Challenge 22: design a Data integration pipeline
75-90 min | Estimated cost: $5-12 | Exam Weight: 20-25%
Introduction
FreshMart is a national retail chain with 200 stores, each running a local SQL Server database for point-of-sale transactions. Every night, headquarters needs aggregated sales data from all stores loaded into a central Azure Synapse Analytics data warehouse for inventory planning and financial reporting. Additionally, the supply chain team requires inventory data from an on-premises SAP system, and the marketing department needs campaign performance data pulled from Salesforce via REST API.
The current process relies on manual CSV exports and email attachments, resulting in data arriving 2-3 days late, frequent formatting errors, and no visibility into failures. The CTO requires an automated, monitored pipeline that delivers all three data sources to the warehouse by 6:00 AM daily, with automatic retry on failures and email alerts when pipelines fail after all retries are exhausted.
Your challenge is to design and implement a data integration solution using Azure Data Factory (or Synapse Pipelines), including orchestration across multiple sources, a self-hosted integration runtime for on-premises connectivity, appropriate trigger mechanisms, and comprehensive monitoring.
Exam skills covered
- Recommend a solution for data integration
Design tasks
Part 1: select integration Service and design architecture
-
Create a decision matrix comparing these integration services for FreshMart's requirements:
- Azure Data Factory
- Synapse Pipelines (integrated within Synapse workspace)
- Azure Logic Apps
- Azure Functions with custom code
Evaluate on: connector ecosystem, on-premises support, orchestration complexity, monitoring capabilities, cost model, and team skill requirements.
-
Document your service selection with rationale.
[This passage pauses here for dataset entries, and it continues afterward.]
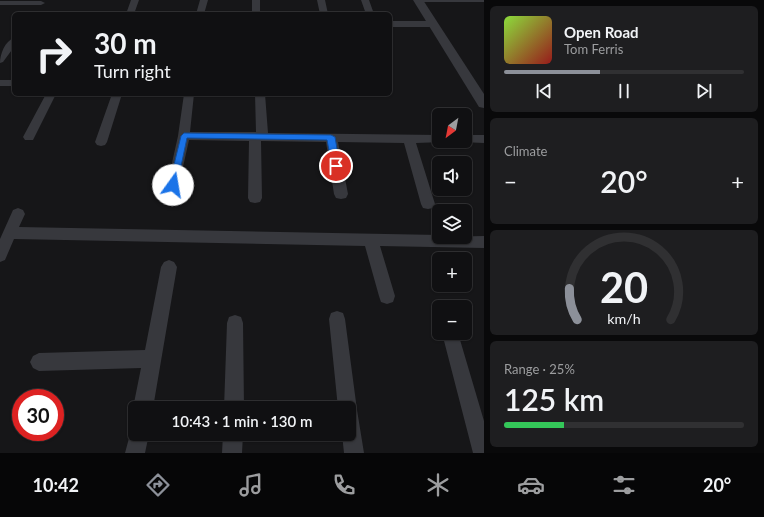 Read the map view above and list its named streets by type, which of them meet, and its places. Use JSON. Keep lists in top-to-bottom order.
{
  "north": "bottom left",
  "page": {
    "turn": ["30 m", "Turn right"],
    "song": ["Open Road", "Tom Ferris"],
    "map_buttons": ["+", "−"],
    "tile": [
      "Climate",
      ["Range · 25%", "125 km"]
    ],
    "heat": ["−", "20°", "+"],
    "limit": "30",
    "trip": "10:43 · 1 min · 130 m",
    "tabs": ["10:42", "20°"],
    "gauge": ["20", "km/h"]
  }
} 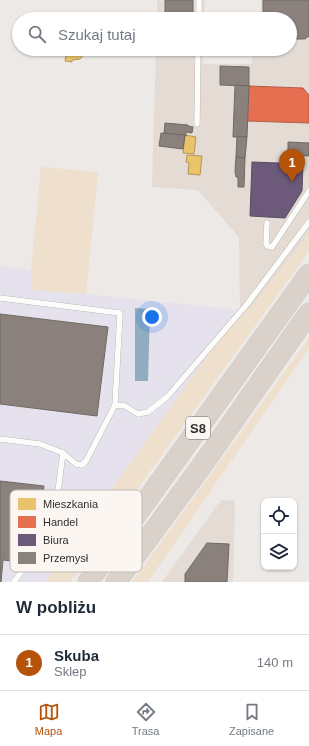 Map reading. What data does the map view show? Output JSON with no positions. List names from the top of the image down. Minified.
{"streets":{"highway":["S8"]},"legend":["Mieszkania","Handel","Biura","Przemysł"],"page":{"search":"Szukaj tutaj","pins":"1","heading":"W pobliżu","list":[{"mark":"1","name":"Skuba","note":"Sklep","value":"140 m"}],"nav":["Mapa","Trasa","Zapisane"]}}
Consider that FreshMart's data team has SQL expertise but limited coding experience.
-
Design the high-level pipeline architecture showing:
- Source systems (200 SQL Servers, SAP, Salesforce)
- Integration runtime placement (cloud vs self-hosted)
- Staging areas (Azure Data Lake Storage Gen2)
- Destination (Synapse Analytics dedicated SQL pool)
- Orchestration flow (master pipeline with child pipelines)
Part 2: implement Data factory pipelines
-
Deploy an Azure Data Factory instance and create the following linked services:
- Azure SQL Database (simulating on-premises SQL Server via self-hosted IR)
- Azure Data Lake Storage Gen2 (staging layer)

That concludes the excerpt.